Auld Lang Sine
In the acceptance of depravity the sense of the past is most fully captured. What is a ruin but Time easing itself of endurance? Corruption is the Age of Time. –Dujan Barnes (1936)
In 1939 Ludwig Wittgenstein gave a series of lectures on mathematics in his Cambridge rooms. Alan Turing was among a small cadre of students who attended. David Leavitt, Turing’s biographer, writes of the lectures as if Turing got the better of Wittgenstein. Read the class transcripts, compiled from the students’ notes, and you might conclude otherwise.
The conflict centered about the Platonic nature of mathematics. Are the descriptions mathematicians derive embodiments of the natural phenomena they address? The details matter, of course, but in some sense the argument appears moot at this point. Turing’s invention, one on every desk and lap and palm—flying planes, guiding surgery, reconstructing evolution—appears to refute Wittgenstein the world over.
Wittgenstein would likely beg to differ, thank you very much.

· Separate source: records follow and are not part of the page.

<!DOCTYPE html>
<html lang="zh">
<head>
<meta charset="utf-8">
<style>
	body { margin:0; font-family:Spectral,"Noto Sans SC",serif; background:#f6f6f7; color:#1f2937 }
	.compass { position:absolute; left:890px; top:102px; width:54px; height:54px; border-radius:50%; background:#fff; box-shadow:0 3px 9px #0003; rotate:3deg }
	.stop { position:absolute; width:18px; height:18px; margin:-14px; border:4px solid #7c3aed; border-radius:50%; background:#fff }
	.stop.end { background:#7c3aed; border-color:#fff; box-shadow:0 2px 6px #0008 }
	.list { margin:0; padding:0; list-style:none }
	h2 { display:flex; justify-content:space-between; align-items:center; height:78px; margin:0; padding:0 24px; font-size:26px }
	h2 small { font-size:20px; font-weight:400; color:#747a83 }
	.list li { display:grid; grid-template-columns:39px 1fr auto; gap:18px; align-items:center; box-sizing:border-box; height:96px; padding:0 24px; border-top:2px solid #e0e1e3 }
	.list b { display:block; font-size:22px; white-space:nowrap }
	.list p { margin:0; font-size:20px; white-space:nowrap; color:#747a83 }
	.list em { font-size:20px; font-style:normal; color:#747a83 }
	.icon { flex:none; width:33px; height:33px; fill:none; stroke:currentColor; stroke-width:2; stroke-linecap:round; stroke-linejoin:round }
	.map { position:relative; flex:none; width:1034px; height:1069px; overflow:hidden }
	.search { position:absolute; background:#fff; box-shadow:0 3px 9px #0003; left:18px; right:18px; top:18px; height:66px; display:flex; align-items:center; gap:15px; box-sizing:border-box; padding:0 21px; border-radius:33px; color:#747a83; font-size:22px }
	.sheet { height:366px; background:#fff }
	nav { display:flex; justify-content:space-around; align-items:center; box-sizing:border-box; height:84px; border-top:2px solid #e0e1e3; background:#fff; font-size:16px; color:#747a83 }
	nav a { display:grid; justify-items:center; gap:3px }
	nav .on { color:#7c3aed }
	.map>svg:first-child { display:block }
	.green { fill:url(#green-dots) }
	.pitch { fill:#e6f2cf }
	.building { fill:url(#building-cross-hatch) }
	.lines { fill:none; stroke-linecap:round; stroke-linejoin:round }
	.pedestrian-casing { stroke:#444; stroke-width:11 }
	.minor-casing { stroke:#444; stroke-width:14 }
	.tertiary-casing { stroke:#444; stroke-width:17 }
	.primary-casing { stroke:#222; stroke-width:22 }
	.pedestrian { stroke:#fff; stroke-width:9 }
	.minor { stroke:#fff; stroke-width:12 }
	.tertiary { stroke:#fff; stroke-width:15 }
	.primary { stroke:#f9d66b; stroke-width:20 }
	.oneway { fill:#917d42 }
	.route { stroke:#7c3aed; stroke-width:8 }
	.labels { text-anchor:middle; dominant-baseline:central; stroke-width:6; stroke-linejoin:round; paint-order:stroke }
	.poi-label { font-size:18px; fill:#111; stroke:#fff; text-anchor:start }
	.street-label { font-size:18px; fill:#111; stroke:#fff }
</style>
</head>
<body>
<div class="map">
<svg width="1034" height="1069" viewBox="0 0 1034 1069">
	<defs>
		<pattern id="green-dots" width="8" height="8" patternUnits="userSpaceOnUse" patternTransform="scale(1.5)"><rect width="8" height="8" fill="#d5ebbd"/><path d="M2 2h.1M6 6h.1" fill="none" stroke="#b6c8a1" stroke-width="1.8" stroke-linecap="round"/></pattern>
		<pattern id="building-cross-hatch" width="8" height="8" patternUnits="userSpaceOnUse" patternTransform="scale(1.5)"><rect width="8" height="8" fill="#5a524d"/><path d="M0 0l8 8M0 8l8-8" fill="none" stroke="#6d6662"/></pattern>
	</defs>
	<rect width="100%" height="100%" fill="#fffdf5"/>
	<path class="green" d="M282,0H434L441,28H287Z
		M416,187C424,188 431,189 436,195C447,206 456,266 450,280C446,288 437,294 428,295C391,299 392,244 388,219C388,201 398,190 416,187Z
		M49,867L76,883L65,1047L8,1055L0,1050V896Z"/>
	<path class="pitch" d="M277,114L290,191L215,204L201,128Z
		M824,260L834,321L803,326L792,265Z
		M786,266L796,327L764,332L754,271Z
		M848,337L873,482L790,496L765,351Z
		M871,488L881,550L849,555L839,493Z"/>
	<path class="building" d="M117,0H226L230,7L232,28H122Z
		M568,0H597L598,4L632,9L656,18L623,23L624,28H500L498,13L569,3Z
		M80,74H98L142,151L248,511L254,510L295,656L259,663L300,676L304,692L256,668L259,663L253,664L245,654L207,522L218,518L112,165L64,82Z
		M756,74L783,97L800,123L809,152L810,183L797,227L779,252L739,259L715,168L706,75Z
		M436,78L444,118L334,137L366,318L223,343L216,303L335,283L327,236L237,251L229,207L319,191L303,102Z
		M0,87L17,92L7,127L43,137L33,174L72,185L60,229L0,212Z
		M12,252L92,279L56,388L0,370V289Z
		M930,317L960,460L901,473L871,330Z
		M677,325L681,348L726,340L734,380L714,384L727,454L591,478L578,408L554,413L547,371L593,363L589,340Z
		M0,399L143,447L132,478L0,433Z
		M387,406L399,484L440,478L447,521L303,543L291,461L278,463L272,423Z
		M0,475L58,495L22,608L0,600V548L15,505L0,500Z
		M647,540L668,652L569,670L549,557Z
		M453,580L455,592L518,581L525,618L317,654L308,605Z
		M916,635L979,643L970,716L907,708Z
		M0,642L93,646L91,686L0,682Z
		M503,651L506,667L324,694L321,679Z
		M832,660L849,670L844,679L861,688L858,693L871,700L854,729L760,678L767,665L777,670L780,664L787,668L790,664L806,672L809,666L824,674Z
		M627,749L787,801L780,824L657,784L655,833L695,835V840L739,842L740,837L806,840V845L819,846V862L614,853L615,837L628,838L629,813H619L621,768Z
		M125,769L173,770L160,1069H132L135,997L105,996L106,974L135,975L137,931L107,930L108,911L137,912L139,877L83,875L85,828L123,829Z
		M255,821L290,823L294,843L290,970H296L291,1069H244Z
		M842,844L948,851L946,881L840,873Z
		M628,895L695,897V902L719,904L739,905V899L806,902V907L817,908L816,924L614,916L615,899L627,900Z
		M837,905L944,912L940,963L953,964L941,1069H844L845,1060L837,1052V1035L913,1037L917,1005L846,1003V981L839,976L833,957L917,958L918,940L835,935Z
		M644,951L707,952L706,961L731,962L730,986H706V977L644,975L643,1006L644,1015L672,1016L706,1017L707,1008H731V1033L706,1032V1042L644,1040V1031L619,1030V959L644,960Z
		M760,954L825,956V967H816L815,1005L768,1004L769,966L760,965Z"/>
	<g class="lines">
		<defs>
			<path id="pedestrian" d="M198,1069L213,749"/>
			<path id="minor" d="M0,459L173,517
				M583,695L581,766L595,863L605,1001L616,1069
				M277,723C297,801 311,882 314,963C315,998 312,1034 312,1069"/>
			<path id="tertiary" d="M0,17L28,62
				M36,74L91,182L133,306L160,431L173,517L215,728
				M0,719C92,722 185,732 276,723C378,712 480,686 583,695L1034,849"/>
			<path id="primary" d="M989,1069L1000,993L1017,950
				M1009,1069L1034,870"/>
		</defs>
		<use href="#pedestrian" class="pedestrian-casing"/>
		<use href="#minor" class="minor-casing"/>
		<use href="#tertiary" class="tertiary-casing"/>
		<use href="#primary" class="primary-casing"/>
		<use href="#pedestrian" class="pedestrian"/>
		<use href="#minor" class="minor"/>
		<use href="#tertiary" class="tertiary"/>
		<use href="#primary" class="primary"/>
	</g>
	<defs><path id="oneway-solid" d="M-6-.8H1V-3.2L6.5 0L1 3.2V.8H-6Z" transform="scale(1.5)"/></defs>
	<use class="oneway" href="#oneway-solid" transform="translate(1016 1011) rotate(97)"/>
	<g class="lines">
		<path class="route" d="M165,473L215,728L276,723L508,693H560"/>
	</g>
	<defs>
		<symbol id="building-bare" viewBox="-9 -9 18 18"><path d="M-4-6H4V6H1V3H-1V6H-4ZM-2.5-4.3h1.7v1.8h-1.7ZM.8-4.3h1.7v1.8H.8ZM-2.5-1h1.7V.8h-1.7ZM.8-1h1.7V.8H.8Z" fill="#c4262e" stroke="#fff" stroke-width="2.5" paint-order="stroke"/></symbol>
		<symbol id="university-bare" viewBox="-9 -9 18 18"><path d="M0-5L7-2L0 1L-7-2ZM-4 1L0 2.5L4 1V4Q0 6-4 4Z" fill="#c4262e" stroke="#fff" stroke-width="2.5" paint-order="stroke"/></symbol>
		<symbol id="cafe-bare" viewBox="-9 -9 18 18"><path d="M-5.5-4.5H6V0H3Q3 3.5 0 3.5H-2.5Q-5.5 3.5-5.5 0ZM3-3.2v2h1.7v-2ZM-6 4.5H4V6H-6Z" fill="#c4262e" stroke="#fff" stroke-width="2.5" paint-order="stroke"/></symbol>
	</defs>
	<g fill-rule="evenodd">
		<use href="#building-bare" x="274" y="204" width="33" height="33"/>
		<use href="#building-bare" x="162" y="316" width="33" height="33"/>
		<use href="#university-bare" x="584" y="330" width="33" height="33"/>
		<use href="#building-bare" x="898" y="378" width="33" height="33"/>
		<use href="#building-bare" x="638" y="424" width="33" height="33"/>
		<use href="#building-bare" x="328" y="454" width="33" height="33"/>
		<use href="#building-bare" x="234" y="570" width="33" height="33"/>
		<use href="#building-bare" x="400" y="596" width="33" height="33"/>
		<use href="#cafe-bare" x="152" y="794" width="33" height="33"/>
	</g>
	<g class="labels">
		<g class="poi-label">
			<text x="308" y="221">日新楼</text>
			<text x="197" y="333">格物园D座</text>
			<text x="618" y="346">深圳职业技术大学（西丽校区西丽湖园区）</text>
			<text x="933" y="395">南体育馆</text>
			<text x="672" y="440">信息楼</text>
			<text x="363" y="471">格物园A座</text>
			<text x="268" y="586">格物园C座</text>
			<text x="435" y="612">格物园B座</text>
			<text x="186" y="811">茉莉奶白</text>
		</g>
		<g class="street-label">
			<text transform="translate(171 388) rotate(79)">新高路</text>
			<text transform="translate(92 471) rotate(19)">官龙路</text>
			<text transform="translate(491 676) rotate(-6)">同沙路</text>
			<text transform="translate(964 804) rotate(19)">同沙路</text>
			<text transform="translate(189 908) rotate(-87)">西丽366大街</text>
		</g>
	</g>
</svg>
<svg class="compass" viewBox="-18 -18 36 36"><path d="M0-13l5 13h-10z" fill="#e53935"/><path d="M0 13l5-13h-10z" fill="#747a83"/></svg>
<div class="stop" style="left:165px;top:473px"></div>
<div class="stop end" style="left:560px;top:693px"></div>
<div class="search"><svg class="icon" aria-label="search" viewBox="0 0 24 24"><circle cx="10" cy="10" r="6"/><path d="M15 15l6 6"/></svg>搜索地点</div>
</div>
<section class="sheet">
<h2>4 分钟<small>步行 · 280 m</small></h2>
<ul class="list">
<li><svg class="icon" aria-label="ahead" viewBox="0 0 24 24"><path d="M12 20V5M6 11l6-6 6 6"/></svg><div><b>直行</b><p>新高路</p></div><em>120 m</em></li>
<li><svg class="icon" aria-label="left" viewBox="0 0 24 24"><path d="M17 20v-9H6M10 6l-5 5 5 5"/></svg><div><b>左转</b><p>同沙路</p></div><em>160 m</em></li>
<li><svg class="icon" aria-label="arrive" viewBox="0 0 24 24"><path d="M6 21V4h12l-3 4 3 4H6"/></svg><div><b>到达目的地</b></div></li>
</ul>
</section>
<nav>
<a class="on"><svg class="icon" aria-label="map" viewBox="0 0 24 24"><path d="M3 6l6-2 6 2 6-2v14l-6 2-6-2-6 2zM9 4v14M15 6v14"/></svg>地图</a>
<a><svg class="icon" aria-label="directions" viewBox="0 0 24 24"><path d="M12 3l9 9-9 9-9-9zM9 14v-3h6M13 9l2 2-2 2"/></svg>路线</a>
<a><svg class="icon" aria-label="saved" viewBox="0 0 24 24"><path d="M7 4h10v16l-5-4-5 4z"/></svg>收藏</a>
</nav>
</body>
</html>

Useful things, however ubiquitous, can be contingent or even ludicrous. We could even go so far as to ask whether computers are false—or antibiotics or any one of civilization’s intrinsics—however mission-critical to our (historically passing) way of being. Like ritual sacrifice or birds of omen or, sadly for some still among us, the antebellum South.
However deductive modernity might be, the beginning is ever fucking nigh.